Genome wide association study identifies four loci for early onset schizophrenia

Abstract

Early onset schizophrenia (EOS, defined as first onset of schizophrenia before age 18) is a rare form of schizophrenia (SCZ). Though genome-wide association studies (GWASs) have identified multiple risk variants for SCZ, most of the cases included in these GWASs were not stratified according to their first age at onset. To date, the genetic architecture of EOS remains largely unknown. To identify the risk variants and to uncover the genetic basis of EOS, we conducted a two-stage GWAS of EOS in populations of Han Chinese ancestry in this study. We first performed a GWAS using 1,256 EOS cases and 2,661 healthy controls (referred as discovery stage). The genetic variants with a P < 1.0 × 10^-04 in discovery stage were replicated in an independent sample (903 EOS cases and 3,900 controls). We identified four genome-wide significant risk loci for EOS in the combined samples (2,159 EOS cases and 6,561 controls), including 1p36.22 (rs1801133, P_meta = 4.03 × 10^-15), 1p31.1 (rs1281571, P_meta = 4.14 × 10^-08), 3p21.31 (rs7626288, P_meta = 1.57 × 10^-09), and 9q33.3 (rs592927, P_meta = 4.01 × 10^-11). Polygenic risk scoring (PRS) analysis revealed substantial genetic overlap between EOS and SCZ. These discoveries shed light on the genetic basis of EOS. Further functional characterization of the identified risk variants and genes will help provide potential targets for therapeutics and diagnostics.

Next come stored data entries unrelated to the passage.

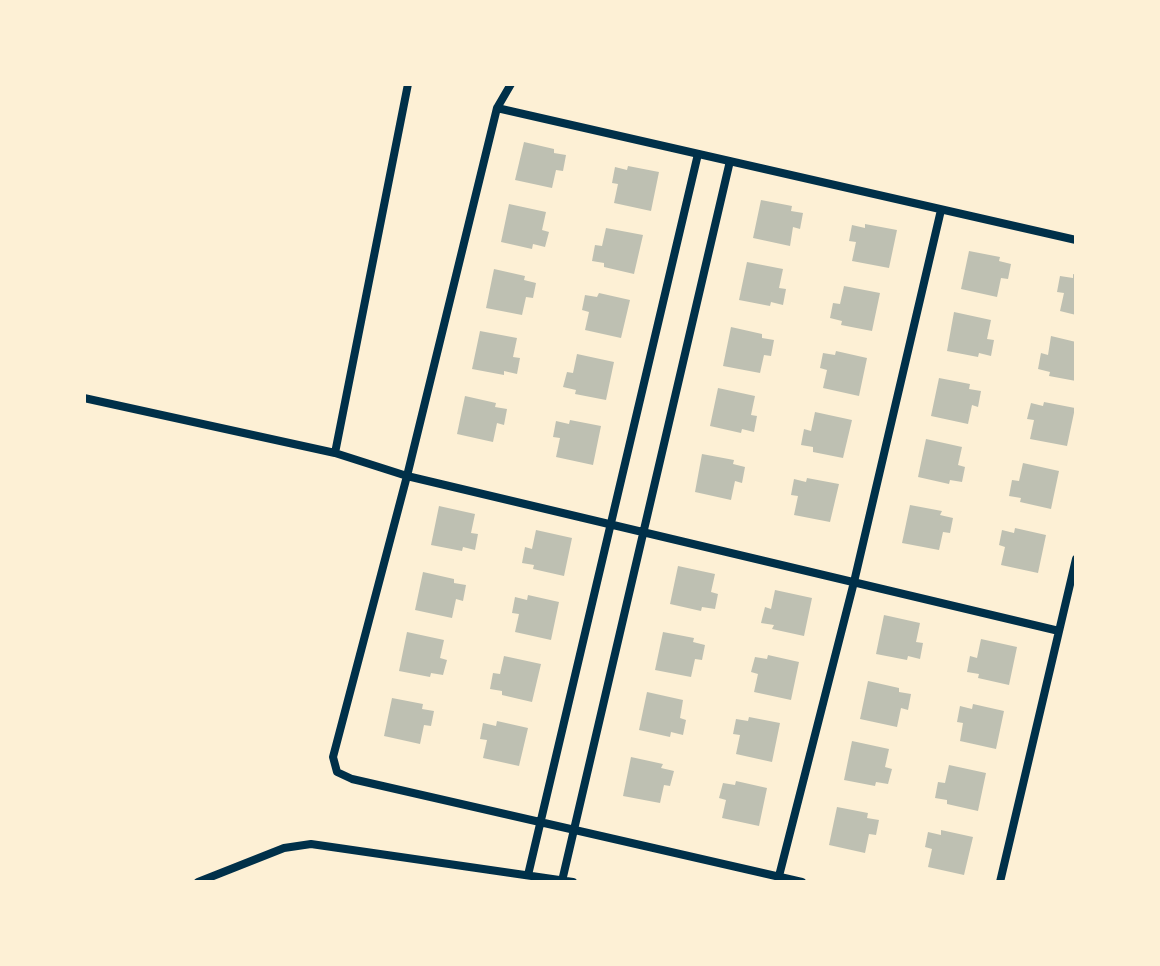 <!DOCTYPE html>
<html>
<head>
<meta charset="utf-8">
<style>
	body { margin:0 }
	#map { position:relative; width:1160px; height:966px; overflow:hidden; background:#fdf0d5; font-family:"PT Sans",sans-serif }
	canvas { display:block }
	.frame { position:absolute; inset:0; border:86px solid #fdf0d5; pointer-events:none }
</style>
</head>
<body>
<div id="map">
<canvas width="1160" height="966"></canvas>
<div class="frame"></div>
</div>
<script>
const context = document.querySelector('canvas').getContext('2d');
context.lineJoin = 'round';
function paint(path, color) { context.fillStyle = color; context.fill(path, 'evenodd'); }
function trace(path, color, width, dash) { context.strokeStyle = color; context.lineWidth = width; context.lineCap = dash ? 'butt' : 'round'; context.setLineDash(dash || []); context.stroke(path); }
paint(new Path2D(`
	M524,142L554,149V153L566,155L563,171L556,170L552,188L515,180Z
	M628,166L659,172L651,211L614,203L618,184L612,183L615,167L627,170Z
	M761,200L792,206L791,211L803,213L800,229L793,227L790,246L753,238Z
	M509,204L546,212L542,230L549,232L545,247L533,244L532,249L501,242Z
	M865,224L897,230L889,268L852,261L856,242L849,241L852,225L865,228Z
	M606,228L643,235L634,274L604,267V263L592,261L595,245L602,246Z
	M969,251L1000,257L999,261L1011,264L1008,279L1001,278L997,297L961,289Z
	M747,262L783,269L779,288L786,289L783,305L771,302L770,306L739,300Z
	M494,269L525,276L524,280L536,283L533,298L526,297L522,315L486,308Z
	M1073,274L1076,275V315L1060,311L1064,293L1057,292L1060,276L1073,278Z
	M844,286L880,293L872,331L841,325L842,321L830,318L833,303L840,304Z
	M599,293L630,300L621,338L585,330L589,312L582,310L585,295L597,297Z
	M954,312L991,320L987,339L994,340L991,356L979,353L978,357L947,351Z
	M731,327L762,334V338L774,340L771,356L764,355L760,373L723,366Z
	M480,331L517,338L513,357L520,358L517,374L504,371V375L472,369Z
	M1051,336L1076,342V381L1049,376L1050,372L1038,369L1041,353L1048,355Z
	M836,351L867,358L859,396L823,388L827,370L820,368L823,353L835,355Z
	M577,354L614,362L606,400L575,394L576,390L563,387L567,372L573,373Z
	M939,378L970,384L969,389L981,391L978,407L972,405L968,424L931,416Z
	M718,388L755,396L751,415L757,416L754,432L742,429L741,433L710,426Z
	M465,396L496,403L495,407L507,409L504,425L497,423L493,442L457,434Z
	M1044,402L1075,408L1067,446L1030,439L1034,420L1027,419L1031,403L1043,406Z
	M815,412L852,420L843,458L813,452V447L801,445L804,429L811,431Z
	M570,420L601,426L593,465L556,457L560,438L553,437L556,421L569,424Z
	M926,439L962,447L958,465L965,467L962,482L950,480L949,484L918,477Z
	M702,454L734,460L733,464L745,467L742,483L735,481L731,500L695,492Z
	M1023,463L1059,471L1051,509L1020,502L1021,498L1009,496L1012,480L1019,481Z
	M807,478L839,484L830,522L794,515L798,496L791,495L794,479L806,482Z
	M910,505L942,511L940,515L953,518L950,533L943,532L939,550L902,543Z
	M439,506L475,514L471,533L478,534L475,550L463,547L462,551L431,545Z
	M1015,528L1046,535L1038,573L1001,565L1005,547L999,545L1002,530L1014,533Z
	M536,530L572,538L564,576L533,569L534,565L522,563L525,547L532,549Z
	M678,566L715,574L711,592L718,594L715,609L702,607L701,611L670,604Z
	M423,572L454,579V583L466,585L463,601L456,599L452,618L415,610Z
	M775,590L812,598L804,636L772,629L774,625L761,623L765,607L771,609Z
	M528,595L559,602L551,640L515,632L519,614L512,613L515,597L527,600Z
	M884,615L920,623L916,642L923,643L920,659L908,656L907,660L876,654Z
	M407,632L444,640L440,658L447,660L443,675L431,673L430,677L399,671Z
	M663,632L694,638L693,642L705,645L702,660L695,659L691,677L655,670Z
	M981,639L1017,647L1009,685L978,678L979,674L967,672L970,656L977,658Z
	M768,655L799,662L791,700L754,692L758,674L751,672L755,657L767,659Z
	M504,656L541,664L532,702L502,695V691L490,689L493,673L500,674Z
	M868,681L899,688V692L911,694L908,710L901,708L897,727L860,719Z
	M647,692L683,700L680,718L686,720L683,735L671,732L670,737L639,730Z
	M392,698L423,704L422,709L434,711L431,726L424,725L420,744L384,736Z
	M973,704L1004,711L996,749L960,741L963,723L957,722L960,706L972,709Z
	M749,717L780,723L772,762L736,754L740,735L733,734L736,719L748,721Z
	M497,721L528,728L519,766L483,758L487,740L480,739L483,723L496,726Z
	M852,741L889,749L885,767L892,769L888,784L876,782L875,786L844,780Z
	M631,757L663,764L661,768L674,771L670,786L664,785L660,803L623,796Z
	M949,765L986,773L978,811L947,804V800L935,798L938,782L945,783Z
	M736,781L767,788L759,826L722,818L726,800L719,798L723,783L735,785Z
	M837,807L868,813L867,818L879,820L876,835L869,834L865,853L829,845Z
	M941,830L973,837L964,875L928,867L932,849L925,847L928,832L941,835Z`), '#bec0b2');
trace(new Path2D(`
	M511,84L497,108L407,476L333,757L337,772L352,779L802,882
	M497,108L1076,240
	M84,398L335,453L407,476L1059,631
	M335,453L408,84
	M528,875L698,154
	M779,876L854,582L941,210
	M562,881L730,161
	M198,882L284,848L311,844L573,882
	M1000,882L1076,559`), '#003049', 8);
</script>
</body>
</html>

Fig. 1. Manhattan plot of EOS GWAS associations.

Associations were from the GWAS meta-analysis of the discovery stage (N = 1,256 EOS cases and 2,661 controls). The dashed black horizontal line indicates the suggestive P threshold (P < 1.0 × 10⁻⁰⁴). The genome-wide significant P threshold (P < 5.0 × 10⁻⁰⁸) is represented as the dashed red horizontal line. The arrows indicate the four genome-wide significant SNPs in our combined discovery and replication samples.

Fig. 2. Locuszoom plots of the genome-wide significant (LD independent) risk variants.

a rs1801133 is located in the fifth exon of MTHFR. b rs1281571 is located in the downstream of LPHN2. c rs7626288 is located in the intron 12 of LTF. d rs592927 is located in the upstream of RALGPS1.

Fig. 3. Genomic location of rs1801133 and the 3D structure of MTHFR.

a rs1801133 is located in the fifth exon of MTHFR. b rs1801133 is located in an evolutionary highly conserved genomic region. The amino acid encoded by rs1801133 was Ala in most of the species. However, a new amino acid (Val) has emerged in humans. c The 3D structure of MTHFR with different amino acids at rs1801133.

Fig. 4. Genetic risk prediction accuracy in subgroup 1 EOS cases and controls (discovery stage) using different training sets.

PRSs were computed using GWAS summary statistics from three training sets. The red plot represents PRS result from EAS training set (including 22,778 SCZ cases and 35,362 controls). The green plot represents PRS result from CLOZUK + PGC2 training set (including 40,675 SCZ cases and 64,643 controls). The blue plot represents PRS result from Chinese+PGC2 training set (including 43,175 SCZ cases and 65,166 controls).